Of course, most voters don't care about players' wOBA or WAR. The biggest reason that Jeter finished lower than Teixeira on the majority of the ballots was that he only drove in 66 runs while Teix led the AL with 122. Runs Batted In are to the MVP vote what pitcher's wins are to the Cy Young: a context-driven, luck-determinant counting stat that depends largely on the production of one's teammates.

What was the biggest reason that Teixeira was able to drive in 122 runs despite a batting average (.264) and a slugging percentage (.471) with runners in scoring position well below his season marks (.292 & .565)? Derek Jeter and Johnny Damon's on base percentages of .406 and .365, respectively. The same thing happened to Mauer in 2006 when his .429 OBP teed up Justin Morneau for a huge amount of his 130 RBIs. That total was second in the league to David Ortiz and Morneau won the MVP award but Mauer ended up finishing 6th and was behind his teammate on every single ballot.

There were some other oddities within the voting aside from Miguel Cabrera getting a vote for first place but 3 votes for 10th and Teix topping Jeter. Mariano Rivera placed ahead of Zack Greinke although he didn't receive one Cy Young vote and Greinke won the award. Robinson Cano got three votes - all for 7th place. A-Rod netted a third place vote despite being left off 3/4 of the ballots all together.
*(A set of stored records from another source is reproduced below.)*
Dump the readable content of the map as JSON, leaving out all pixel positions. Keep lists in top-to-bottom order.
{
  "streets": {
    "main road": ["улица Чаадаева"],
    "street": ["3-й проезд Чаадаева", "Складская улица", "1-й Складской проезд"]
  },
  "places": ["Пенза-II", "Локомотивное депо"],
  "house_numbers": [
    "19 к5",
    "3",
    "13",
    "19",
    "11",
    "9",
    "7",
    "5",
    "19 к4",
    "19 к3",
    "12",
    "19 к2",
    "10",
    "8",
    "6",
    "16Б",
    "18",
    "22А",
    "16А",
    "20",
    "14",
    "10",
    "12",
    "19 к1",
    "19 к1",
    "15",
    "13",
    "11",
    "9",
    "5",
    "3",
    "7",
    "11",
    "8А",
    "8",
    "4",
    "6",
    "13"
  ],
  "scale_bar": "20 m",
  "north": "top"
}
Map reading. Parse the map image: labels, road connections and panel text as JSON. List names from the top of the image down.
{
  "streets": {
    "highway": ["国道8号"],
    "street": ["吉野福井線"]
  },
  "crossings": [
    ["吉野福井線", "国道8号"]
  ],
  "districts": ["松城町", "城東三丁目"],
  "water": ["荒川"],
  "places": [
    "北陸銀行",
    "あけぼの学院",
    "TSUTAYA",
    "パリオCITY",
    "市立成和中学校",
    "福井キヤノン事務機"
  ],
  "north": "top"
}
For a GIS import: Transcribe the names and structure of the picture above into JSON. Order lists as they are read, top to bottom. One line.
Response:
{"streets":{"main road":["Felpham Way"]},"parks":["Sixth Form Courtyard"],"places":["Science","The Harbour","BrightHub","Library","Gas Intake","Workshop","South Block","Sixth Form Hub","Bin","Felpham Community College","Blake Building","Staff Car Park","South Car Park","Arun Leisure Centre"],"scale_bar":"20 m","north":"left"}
A commenter over at BBTF took the liberty of compiling a "bizarro ballot", made up of actual selections writers submitted:
1. Miguel Cabrera
2. Kevin Youkilis
3. Alex Rodriguez
4. Jason Bay
5. Aaron Hill
6. Chone Figgins
7. Jason Kubel
8. Michael Cuddyer
9. Placido Polanco
10. Ian Kinsler
Sure, I'm nitpicking a little bit here. The writers have thus far got the 3 major award winners right, but with the exception of Tim Lincecum, they have been absolute no-brainers. When people have to list out 10 players, there are going to be some perceived sleights, but how many of those 10 actual placements do you think you could legitimately justify with statistical evidence?

Maybe we're not quite as far along the road to statistical enlightenment as we thought after Lincecum won the NL Cy Young. Perhaps, as Moshe Mandel from The Yankee Universe contends, we aren't seeing the voters wise up but the ability of sabermetricians (or at least those who are stat savvy) to influence the "buzz" surrounding players. And make no mistake, this is in large part due to the increasing influence of the internet which has given people like Rob Neyer and Joe Posnanski a national voice.

Is anyone going to remember who finished second or third in the voting when next year rolls around? Probably not. But that doesn't negate the fact that many voters (ostensibly "journalists") who have the privilege of voting for these awards are so severely lacking in objective analytical skills when that is one of the most important parts of their job description.